Dignitaries perform a ribbon cutting ceremony at Wasit province’s Agricultural Union headquarters in al-Kut, Iraq, June 2. The ceremony marked the grand re-opening of the headquarters. (Photo by Multi-National Division-Central)
FORWARD OPERATING BASE DELTA, Iraq (June 5, 2008) – Agricultural industry representatives from around Wasit province gathered, June 2, in al-Kut, Iraq, to celebrate the reopening of the province’s agricultural union headquarters after its refurbishment in cooperation with coalition forces.
The reopening followed completion of the project’s first phase, which included repairing the offices and conference rooms in the headquarters.
The project aims to restore the union’s function in the agricultural industry in Wasit province, said Patrick Moore, agricultural adviser for Provincial Reconstruction Team Wasit.
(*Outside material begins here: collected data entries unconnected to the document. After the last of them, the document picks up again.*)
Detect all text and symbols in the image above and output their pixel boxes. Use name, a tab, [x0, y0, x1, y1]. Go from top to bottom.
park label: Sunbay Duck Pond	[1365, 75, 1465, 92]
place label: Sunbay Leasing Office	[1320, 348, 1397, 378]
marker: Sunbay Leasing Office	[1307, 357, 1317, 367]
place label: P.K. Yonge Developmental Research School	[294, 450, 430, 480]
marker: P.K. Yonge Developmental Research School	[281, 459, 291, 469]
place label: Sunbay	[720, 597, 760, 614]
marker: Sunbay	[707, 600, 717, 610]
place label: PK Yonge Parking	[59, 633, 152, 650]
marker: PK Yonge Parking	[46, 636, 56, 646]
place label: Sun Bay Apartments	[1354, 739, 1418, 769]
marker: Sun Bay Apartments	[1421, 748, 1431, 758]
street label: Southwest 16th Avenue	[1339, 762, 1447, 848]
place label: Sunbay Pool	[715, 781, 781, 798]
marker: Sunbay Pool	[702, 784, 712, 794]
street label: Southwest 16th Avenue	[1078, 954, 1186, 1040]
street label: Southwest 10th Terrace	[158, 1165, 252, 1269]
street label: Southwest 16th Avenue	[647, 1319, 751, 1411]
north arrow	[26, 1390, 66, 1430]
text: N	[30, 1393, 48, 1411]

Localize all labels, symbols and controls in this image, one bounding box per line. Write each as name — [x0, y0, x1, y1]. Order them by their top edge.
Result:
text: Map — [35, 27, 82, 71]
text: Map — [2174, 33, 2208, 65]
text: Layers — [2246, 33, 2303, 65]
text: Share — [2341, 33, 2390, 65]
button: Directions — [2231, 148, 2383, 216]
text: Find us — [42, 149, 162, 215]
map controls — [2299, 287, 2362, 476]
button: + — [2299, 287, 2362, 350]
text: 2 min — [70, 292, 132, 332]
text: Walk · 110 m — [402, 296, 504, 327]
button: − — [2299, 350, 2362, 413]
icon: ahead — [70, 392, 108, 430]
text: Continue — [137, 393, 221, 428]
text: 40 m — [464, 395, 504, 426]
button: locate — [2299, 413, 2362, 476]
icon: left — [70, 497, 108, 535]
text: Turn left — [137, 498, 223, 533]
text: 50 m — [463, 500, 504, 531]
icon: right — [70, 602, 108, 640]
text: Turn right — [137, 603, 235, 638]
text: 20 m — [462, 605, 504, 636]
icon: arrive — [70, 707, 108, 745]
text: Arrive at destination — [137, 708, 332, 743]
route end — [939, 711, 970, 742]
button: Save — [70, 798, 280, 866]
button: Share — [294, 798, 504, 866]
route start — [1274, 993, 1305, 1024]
The headquarters used to be a major part of the agricultural industry in the province, helping farmers with distribution, settling irrigation problems and setting fees for the maintenance of the irrigation system. However, after more than 10 years of neglect, the building was run down and useless.
“Our goal with this project was to help restart services and to give the union a headquarters for meetings, business and to facilitate training,” Moore said.
The union is particularly important in Wasit province, where agriculture is a very large part of the economy. Moore estimated that 40 to 50 percent of employment in the province was related to agriculture.
The union remained on the back burner for a long time, with little support from the local government since the general feeling was that it was a responsibility of the government of Iraq, Moore said.
This project aims to change that view and revitalize the agricultural industry in Wasit through representation and education.
“We are looking at training programs throughout the province,” Moore said. “The union will provide people and locations, and it will begin immediately.”
The training will be held at 17 locations throughout Wasit province, and will educate an estimated 500 to 600 farmers over a six-month period. The trainers will be provided by the union, with coalition oversight.
“If the program is successful here, it could be implemented on the national level,” Moore added.
The cost to refurbish the union headquarters was $50,000 for the first phase, with funding split evenly between the U.S. Department of Defense and Department of State.
The second phase – refurbishing the meeting hall, is scheduled to begin immediately and is estimated to cost $25,000.